Work required ▸ Each line of the listing must be transcribed exactly, except for the images, which should be excluded.

[Raw data — start]

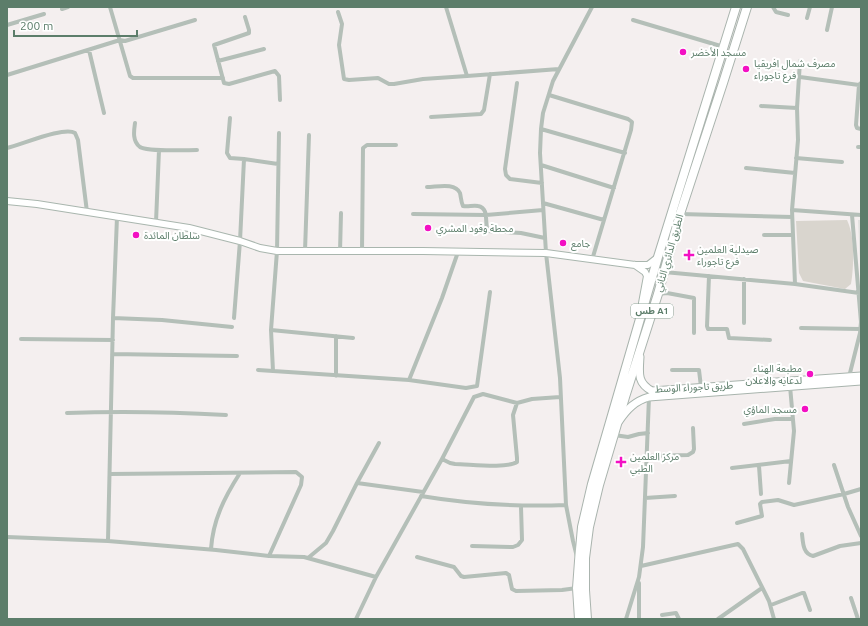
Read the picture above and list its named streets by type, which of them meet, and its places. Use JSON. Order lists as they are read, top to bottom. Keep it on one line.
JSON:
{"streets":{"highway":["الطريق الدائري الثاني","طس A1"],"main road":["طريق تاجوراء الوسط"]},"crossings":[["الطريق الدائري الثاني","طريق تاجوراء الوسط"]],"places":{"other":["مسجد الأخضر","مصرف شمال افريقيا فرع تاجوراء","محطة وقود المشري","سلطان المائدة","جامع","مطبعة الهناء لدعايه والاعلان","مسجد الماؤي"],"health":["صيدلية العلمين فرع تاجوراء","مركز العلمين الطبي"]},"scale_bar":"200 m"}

[Raw data — finish]

The completed task ▸
Read the picture above and list its named streets by type, which of them meet, and its places. Use JSON. Order lists as they are read, top to bottom. Keep it on one line.
JSON:
{"streets":{"highway":["الطريق الدائري الثاني","طس A1"],"main road":["طريق تاجوراء الوسط"]},"crossings":[["الطريق الدائري الثاني","طريق تاجوراء الوسط"]],"places":{"other":["مسجد الأخضر","مصرف شمال افريقيا فرع تاجوراء","محطة وقود المشري","سلطان المائدة","جامع","مطبعة الهناء لدعايه والاعلان","مسجد الماؤي"],"health":["صيدلية العلمين فرع تاجوراء","مركز العلمين الطبي"]},"scale_bar":"200 m"}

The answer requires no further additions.